■ **What is required**
Extract the entries in their exact form.

■ **Data provided**
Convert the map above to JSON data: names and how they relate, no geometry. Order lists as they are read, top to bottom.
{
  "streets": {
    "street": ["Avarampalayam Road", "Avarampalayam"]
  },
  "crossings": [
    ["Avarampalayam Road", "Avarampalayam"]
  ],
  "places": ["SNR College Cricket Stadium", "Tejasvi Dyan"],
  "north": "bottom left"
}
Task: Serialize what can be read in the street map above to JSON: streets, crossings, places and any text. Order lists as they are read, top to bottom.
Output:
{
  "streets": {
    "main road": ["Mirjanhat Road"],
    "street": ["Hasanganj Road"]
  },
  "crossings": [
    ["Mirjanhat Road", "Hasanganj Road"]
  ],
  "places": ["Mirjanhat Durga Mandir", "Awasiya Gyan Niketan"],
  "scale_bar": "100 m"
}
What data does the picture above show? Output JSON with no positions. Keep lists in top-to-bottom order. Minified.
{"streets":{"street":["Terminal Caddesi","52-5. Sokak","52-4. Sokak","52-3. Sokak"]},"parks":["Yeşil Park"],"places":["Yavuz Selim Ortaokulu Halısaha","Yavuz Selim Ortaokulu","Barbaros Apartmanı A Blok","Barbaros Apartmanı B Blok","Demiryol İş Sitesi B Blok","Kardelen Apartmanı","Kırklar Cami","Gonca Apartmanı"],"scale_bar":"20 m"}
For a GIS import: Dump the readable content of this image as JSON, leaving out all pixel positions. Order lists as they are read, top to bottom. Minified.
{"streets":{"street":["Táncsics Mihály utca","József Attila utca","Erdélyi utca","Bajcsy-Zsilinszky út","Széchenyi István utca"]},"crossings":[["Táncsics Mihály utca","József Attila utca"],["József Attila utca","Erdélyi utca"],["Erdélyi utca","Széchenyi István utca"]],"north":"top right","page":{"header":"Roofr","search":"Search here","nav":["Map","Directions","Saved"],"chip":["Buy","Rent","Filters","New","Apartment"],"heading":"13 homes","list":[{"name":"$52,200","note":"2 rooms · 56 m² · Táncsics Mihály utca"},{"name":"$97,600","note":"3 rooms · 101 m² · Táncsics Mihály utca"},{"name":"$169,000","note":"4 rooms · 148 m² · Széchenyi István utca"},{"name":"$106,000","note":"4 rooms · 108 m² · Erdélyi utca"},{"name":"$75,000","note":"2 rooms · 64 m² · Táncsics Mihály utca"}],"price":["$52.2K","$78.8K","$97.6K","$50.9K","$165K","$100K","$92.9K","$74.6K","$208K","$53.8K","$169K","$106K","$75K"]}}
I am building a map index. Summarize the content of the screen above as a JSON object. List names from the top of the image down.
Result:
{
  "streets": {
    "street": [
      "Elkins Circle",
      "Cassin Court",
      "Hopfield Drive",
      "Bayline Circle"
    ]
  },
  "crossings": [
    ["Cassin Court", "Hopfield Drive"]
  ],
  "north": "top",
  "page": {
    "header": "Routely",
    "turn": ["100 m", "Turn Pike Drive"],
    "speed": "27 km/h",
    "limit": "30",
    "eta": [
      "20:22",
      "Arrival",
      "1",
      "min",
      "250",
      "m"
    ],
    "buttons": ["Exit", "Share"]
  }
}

■ **Output for this exercise**
Convert the map above to JSON data: names and how they relate, no geometry. Order lists as they are read, top to bottom.
{
  "streets": {
    "street": ["Avarampalayam Road", "Avarampalayam"]
  },
  "crossings": [
    ["Avarampalayam Road", "Avarampalayam"]
  ],
  "places": ["SNR College Cricket Stadium", "Tejasvi Dyan"],
  "north": "bottom left"
}
Task: Serialize what can be read in the street map above to JSON: streets, crossings, places and any text. Order lists as they are read, top to bottom.
Output:
{
  "streets": {
    "main road": ["Mirjanhat Road"],
    "street": ["Hasanganj Road"]
  },
  "crossings": [
    ["Mirjanhat Road", "Hasanganj Road"]
  ],
  "places": ["Mirjanhat Durga Mandir", "Awasiya Gyan Niketan"],
  "scale_bar": "100 m"
}
What data does the picture above show? Output JSON with no positions. Keep lists in top-to-bottom order. Minified.
{"streets":{"street":["Terminal Caddesi","52-5. Sokak","52-4. Sokak","52-3. Sokak"]},"parks":["Yeşil Park"],"places":["Yavuz Selim Ortaokulu Halısaha","Yavuz Selim Ortaokulu","Barbaros Apartmanı A Blok","Barbaros Apartmanı B Blok","Demiryol İş Sitesi B Blok","Kardelen Apartmanı","Kırklar Cami","Gonca Apartmanı"],"scale_bar":"20 m"}
For a GIS import: Dump the readable content of this image as JSON, leaving out all pixel positions. Order lists as they are read, top to bottom. Minified.
{"streets":{"street":["Táncsics Mihály utca","József Attila utca","Erdélyi utca","Bajcsy-Zsilinszky út","Széchenyi István utca"]},"crossings":[["Táncsics Mihály utca","József Attila utca"],["József Attila utca","Erdélyi utca"],["Erdélyi utca","Széchenyi István utca"]],"north":"top right","page":{"header":"Roofr","search":"Search here","nav":["Map","Directions","Saved"],"chip":["Buy","Rent","Filters","New","Apartment"],"heading":"13 homes","list":[{"name":"$52,200","note":"2 rooms · 56 m² · Táncsics Mihály utca"},{"name":"$97,600","note":"3 rooms · 101 m² · Táncsics Mihály utca"},{"name":"$169,000","note":"4 rooms · 148 m² · Széchenyi István utca"},{"name":"$106,000","note":"4 rooms · 108 m² · Erdélyi utca"},{"name":"$75,000","note":"2 rooms · 64 m² · Táncsics Mihály utca"}],"price":["$52.2K","$78.8K","$97.6K","$50.9K","$165K","$100K","$92.9K","$74.6K","$208K","$53.8K","$169K","$106K","$75K"]}}
I am building a map index. Summarize the content of the screen above as a JSON object. List names from the top of the image down.
Result:
{
  "streets": {
    "street": [
      "Elkins Circle",
      "Cassin Court",
      "Hopfield Drive",
      "Bayline Circle"
    ]
  },
  "crossings": [
    ["Cassin Court", "Hopfield Drive"]
  ],
  "north": "top",
  "page": {
    "header": "Routely",
    "turn": ["100 m", "Turn Pike Drive"],
    "speed": "27 km/h",
    "limit": "30",
    "eta": [
      "20:22",
      "Arrival",
      "1",
      "min",
      "250",
      "m"
    ],
    "buttons": ["Exit", "Share"]
  }
}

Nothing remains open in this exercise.